Treasury Buybacks Are Accelerating
At the same time, the U.S. Treasury has repurchased a record $138 billion in bonds year-to-date, already surpassing the $79 billion total from all of 2024.
The buyback program aims to manage cash flows and improve market functioning by retiring older, illiquid securities and replacing them with fresh issues. In July, Treasury said it would double buybacks in the 10- to 30-year maturity range, reflecting mounting stress at the long end of the curve.
Implications for Bonds
With the RRP nearly empty, new issuance will need “real” investor demand → yields face upward pressure.

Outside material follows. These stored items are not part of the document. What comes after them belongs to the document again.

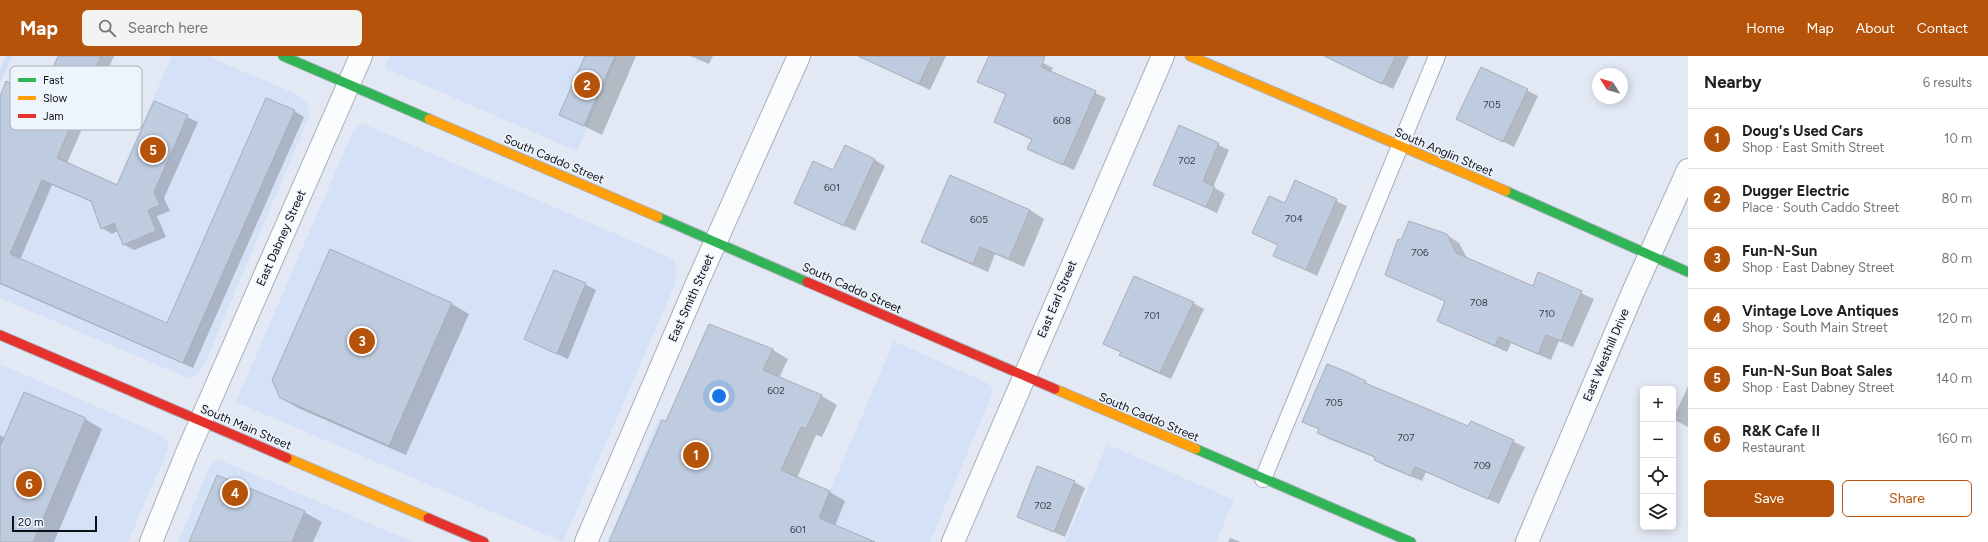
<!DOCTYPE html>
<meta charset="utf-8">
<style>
body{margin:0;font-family:Figtree,sans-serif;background:#f2f2f2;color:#222}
.controls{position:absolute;right:12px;bottom:12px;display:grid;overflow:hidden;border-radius:6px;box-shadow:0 2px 10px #0003}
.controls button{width:36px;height:36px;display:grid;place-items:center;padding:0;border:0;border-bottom:1px solid #e0e0e0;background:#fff;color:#222;font:20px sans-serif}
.compass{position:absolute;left:1592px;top:12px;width:36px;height:36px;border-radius:50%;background:#fff;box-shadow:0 2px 10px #0003;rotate:307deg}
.scale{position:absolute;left:12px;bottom:10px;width:85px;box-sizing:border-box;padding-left:4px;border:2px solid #0b0f16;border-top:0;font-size:11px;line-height:14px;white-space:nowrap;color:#0b0f16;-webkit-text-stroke:3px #eef4fc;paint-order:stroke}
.you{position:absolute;left:719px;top:340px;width:14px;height:14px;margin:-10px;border:3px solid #fff;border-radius:50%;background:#1a73e8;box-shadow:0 0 0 6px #1a73e833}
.badge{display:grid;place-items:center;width:26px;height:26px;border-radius:50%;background:#b45309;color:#fff;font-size:13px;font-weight:700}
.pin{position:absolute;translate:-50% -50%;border:2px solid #fff;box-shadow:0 1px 4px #0006}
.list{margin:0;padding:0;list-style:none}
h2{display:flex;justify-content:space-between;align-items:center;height:52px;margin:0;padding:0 16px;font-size:17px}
h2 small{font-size:13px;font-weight:400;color:#767676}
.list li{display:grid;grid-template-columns:26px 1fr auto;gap:12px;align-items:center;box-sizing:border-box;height:60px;padding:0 16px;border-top:1px solid #e0e0e0}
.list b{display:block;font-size:15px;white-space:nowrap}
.list p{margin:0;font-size:13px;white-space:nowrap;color:#767676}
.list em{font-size:13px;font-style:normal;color:#767676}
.actions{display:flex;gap:8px;padding:12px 16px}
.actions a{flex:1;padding:9px 0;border:1px solid #b45309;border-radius:6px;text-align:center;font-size:14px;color:#b45309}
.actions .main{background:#b45309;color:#fff}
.icon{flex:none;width:22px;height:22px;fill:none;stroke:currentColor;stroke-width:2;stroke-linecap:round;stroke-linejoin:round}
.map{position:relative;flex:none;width:1688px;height:486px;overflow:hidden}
header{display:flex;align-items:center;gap:24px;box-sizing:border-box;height:56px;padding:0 20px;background:#b45309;color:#fff}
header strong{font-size:19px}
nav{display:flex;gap:22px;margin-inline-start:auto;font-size:14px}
.search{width:280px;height:36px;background:#f2f2f2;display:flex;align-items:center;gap:10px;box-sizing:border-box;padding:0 14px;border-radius:6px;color:#767676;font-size:15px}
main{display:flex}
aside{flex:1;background:#fff}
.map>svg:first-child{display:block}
</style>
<header>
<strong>Map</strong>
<div class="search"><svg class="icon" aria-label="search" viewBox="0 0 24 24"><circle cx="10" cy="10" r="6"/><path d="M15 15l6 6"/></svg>Search here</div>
<nav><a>Home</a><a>Map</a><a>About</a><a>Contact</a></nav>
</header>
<main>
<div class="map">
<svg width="1688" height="486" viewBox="0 0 1688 486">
<rect width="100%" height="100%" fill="#e2e9f4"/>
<!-- built -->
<path fill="#d5e1f6" d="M172 0H207L296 38 308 48 309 61 205 307 198 317 188 322 0 242V75L116 127Z
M390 0H618L577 95 387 13 385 9Z
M364 68 673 203 676 211 675 228 563 486 236 346 352 77 359 69Z
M894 285 989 328 993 333 987 350 930 486H607L659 362 830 435Z
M0 308 164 380 167 384 168 393 128 486H0Z
M1107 388 1234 444 1216 486H1065Z
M218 403 413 486H178L208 414 213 407Z"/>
<!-- green -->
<path fill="#cfddf5" d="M6 0H12L0 27V14Z"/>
<!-- shadow -->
<path fill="#0003" d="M59 0H114L67 107 118 130 154 46 198 66 164 142 170 155 157 160 166 181 134 194 123 188 118 175 112 178 102 172 92 146 52 129 20 204 168 269 294 55 304 61 193 312 0 228V43L41 41Z
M586 0H636L602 79 560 58Z
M690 0H713L709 8Z
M877 0H946L930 34 874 7Z
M990 0H1030L1053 12 1051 16 1106 42 1074 114 1028 93 1032 84 995 66 1007 39 979 26Z
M1325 0H1409L1393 33Z
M1482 12 1538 40 1514 91 1458 63Z
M1179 70 1229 94 1213 131 1225 138 1217 157 1154 128Z
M875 104 885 110 855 175 795 146 834 116Z
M1295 126 1347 150 1317 220 1274 199 1279 189 1254 177 1285 148Z
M1030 154 1044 163 1024 211 995 198 988 216 937 194 922 185Z
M1447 179 1459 187 1467 202 1533 231 1539 218 1594 243 1573 291 1559 285 1551 304 1511 287 1507 296 1438 265 1446 246 1387 218 1401 185Z
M330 194 452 248 469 258 406 399 298 352 280 341Z
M585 228 596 234 568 303 525 283Z
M1193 247 1204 253 1171 323 1131 305 1121 299 1122 297 1105 288Z
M709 269 773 294 788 303 779 322 822 340 837 349 822 381 816 379 797 422 830 436 845 445 835 470 873 486H610L667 367Z
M1365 326 1376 332 1469 371 1471 366 1525 391 1499 448 1426 416 1422 425 1385 410 1375 404 1376 402 1329 383 1318 377 1320 374 1303 366Z
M1688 330V371L1673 363Z
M85 363 102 373 54 486H0V379L5 382Z
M1074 426 1085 432 1065 481 1018 460Z
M304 456 322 466 313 486H190Z
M1230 482 1241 486H1228Z"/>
<!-- building -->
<path fill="#bfcbdf" stroke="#a8aeb6" d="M58 0H101L57 102 117 129 154 45 188 59 154 136 160 149 148 154 156 175 123 189 114 167 101 173 91 145 42 124 10 198 167 267 266 42 295 54 183 307 0 227V40L6 25 41 40Z
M585 0H615L584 70 559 59Z
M858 0H932L919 28Z
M989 0H1045L1041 11 1096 35 1063 109 1027 93 1032 83 994 66 1006 38 977 26Z
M1324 0H1396L1382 28Z
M1481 11 1528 33 1503 86 1456 63Z
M1179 69 1219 87 1203 125 1215 131 1206 151 1153 129Z
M845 89 875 103 844 170 794 147 813 105 833 114Z
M950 119 1030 154 1009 203 980 191 973 208 921 186Z
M1295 124 1337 143 1306 214 1273 200 1278 189 1252 177 1269 140 1285 147Z
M1409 165 1447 178 1456 197 1533 230 1538 216 1582 235 1561 285 1546 279 1538 298 1499 281 1495 290 1437 265 1445 245 1385 219 1398 183 1401 184Z
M330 193 452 247 389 390 280 342 272 324Z
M554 214 586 227 557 298 524 283Z
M1134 220 1194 246 1160 317 1119 299 1121 296 1103 288Z
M709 268 773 293 763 314 822 339 806 373 801 371 781 414 830 435 819 462 875 486H609L662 364 666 365Z
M1327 308 1347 316 1366 325 1365 327 1468 370 1471 365 1514 384 1488 443 1415 411 1411 420 1374 404 1375 401 1317 377 1319 373 1302 366Z
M24 336 86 362 33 486H0V391Z
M1037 410 1075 425 1054 476 1017 461Z
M217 419 305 455 292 486H189Z"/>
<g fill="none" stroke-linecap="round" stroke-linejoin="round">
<!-- lane casing -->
<g stroke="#a9afb8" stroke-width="18">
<path id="lane" d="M1263 423 1437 0"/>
</g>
<!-- street casing -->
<g stroke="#a9afb8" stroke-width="24">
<path id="street" d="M151 486 186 399 361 0
M586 486 698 225 799 0
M953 486 1163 0
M1527 486 1633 236 1688 114"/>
</g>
<!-- fast casing -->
<g stroke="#a9afb8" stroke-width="11">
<path id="fast" d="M283 0 429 63
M1506 135 1688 216
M658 161 807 226
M1196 393 1411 486"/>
</g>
<!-- slow casing -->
<g stroke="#a9afb8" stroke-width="11">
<path id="slow" d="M1190 0 1506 135
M429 63 658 161
M1055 333 1196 393
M287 402 428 462"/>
</g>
<!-- jam casing -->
<g stroke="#a9afb8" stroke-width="11">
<path id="jam" d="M807 226 1055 333
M0 279 287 402
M428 462 484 486"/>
</g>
<!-- lane -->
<use href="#lane" stroke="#fbfcfd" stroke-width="16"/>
<!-- street -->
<use href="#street" stroke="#fbfcfd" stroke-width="22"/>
<!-- fast -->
<use href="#fast" stroke="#30b455" stroke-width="9"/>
<!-- slow -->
<use href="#slow" stroke="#ff9f0a" stroke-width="9"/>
<!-- jam -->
<use href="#jam" stroke="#e5322d" stroke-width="9"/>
</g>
<g text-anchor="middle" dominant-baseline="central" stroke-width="3" stroke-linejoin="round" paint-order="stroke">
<!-- number labels -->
<g font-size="10" fill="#383e48">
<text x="1492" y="48">705</text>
<text x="1062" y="64">608</text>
<text x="1187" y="104">702</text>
<text x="832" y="131">601</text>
<text x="1294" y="162">704</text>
<text x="979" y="163">605</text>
<text x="1420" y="196">706</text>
<text x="1479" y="246">708</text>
<text x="1547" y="257">710</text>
<text x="1152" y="259">701</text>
<text x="776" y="334">602</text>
<text x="1334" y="346">705</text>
<text x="1406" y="381">707</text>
<text x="1482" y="409">709</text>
<text x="1043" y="449">702</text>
<text x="798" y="473">601</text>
</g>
<!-- street labels -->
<g font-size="12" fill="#0b0f16" stroke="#eef4fc">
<text transform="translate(1444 96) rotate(23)">South Anglin Street</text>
<text transform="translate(554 103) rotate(23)">South Caddo Street</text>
<text transform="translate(281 182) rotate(-66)">East Dabney Street</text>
<text transform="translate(852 232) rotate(24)">South Caddo Street</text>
<text transform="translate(691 242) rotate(-66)">East Smith Street</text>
<text transform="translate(1057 243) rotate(-67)">East Earl Street</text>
<text transform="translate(1606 299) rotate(-67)">East Westhill Drive</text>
<text transform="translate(1149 361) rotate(23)">South Caddo Street</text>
<text transform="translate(246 371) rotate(23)">South Main Street</text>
</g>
</g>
<!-- legend -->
<rect x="10" y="10" width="132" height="64" rx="6" fill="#eef4fc" stroke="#aaafb7" stroke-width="1"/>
<rect x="18" y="22" width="18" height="4" fill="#30b455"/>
<rect x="18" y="40" width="18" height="4" fill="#ff9f0a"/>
<rect x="18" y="58" width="18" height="4" fill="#e5322d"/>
<g font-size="11" fill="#0b0f16">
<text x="43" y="28">Fast</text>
<text x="43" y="46">Slow</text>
<text x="43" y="64">Jam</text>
</g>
</svg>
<div class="controls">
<button>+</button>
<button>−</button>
<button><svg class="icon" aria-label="locate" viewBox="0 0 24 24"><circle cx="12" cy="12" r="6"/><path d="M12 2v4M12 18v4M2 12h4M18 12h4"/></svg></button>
<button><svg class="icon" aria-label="layers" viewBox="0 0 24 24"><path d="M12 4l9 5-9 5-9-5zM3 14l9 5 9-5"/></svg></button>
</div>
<svg class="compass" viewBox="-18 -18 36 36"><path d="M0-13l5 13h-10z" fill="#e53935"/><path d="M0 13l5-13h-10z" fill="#767676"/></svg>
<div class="scale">20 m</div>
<div class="you"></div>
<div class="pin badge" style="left:696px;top:399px">1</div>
<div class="pin badge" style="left:587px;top:29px">2</div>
<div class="pin badge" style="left:362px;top:285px">3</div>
<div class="pin badge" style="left:235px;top:437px">4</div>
<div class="pin badge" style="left:153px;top:94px">5</div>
<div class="pin badge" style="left:29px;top:428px">6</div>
</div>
<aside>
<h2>Nearby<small>6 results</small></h2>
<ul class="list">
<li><span class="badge">1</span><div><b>Doug's Used Cars</b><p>Shop · East Smith Street</p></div><em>10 m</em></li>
<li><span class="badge">2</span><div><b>Dugger Electric</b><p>Place · South Caddo Street</p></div><em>80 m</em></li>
<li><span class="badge">3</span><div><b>Fun-N-Sun</b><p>Shop · East Dabney Street</p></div><em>80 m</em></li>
<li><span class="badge">4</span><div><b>Vintage Love Antiques</b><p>Shop · South Main Street</p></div><em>120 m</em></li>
<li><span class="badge">5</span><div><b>Fun-N-Sun Boat Sales</b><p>Shop · East Dabney Street</p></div><em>140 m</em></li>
<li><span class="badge">6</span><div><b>R&amp;K Cafe II</b><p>Restaurant</p></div><em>160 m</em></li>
</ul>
<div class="actions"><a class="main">Save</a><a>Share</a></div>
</aside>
</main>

Buybacks temporarily improve trading conditions but confirm the market’s dependence on intervention.
Expect higher volatility as deficit financing collides with depleted liquidity buffers.
Implications for Equities
Shrinking liquidity is a headwind for risk assets.
Higher bond yields erode the relative attractiveness of equities, especially growth and tech.
If Treasury market stability looks artificial, risk premiums could rise across all asset classes.
The Bottom Line
The drawdown in Fed RRP usage and the surge in Treasury buybacks both underscore a tightening liquidity environment. The Treasury market is increasingly reliant on official support, while equities face the dual challenge of less liquidity and higher yields.
Excess liquidity is gone. Intervention is the only thing keeping markets stable.
Trader’s Take
Liquidity is no longer a tailwind — it’s a risk factor.
For bonds, that means higher yields and more volatility. For equities, it means valuations will be harder to justify without earnings growth.
In this environment, I’m focused on how fast liquidity drains relative to Treasury issuance — because that pace will decide whether markets bend or break.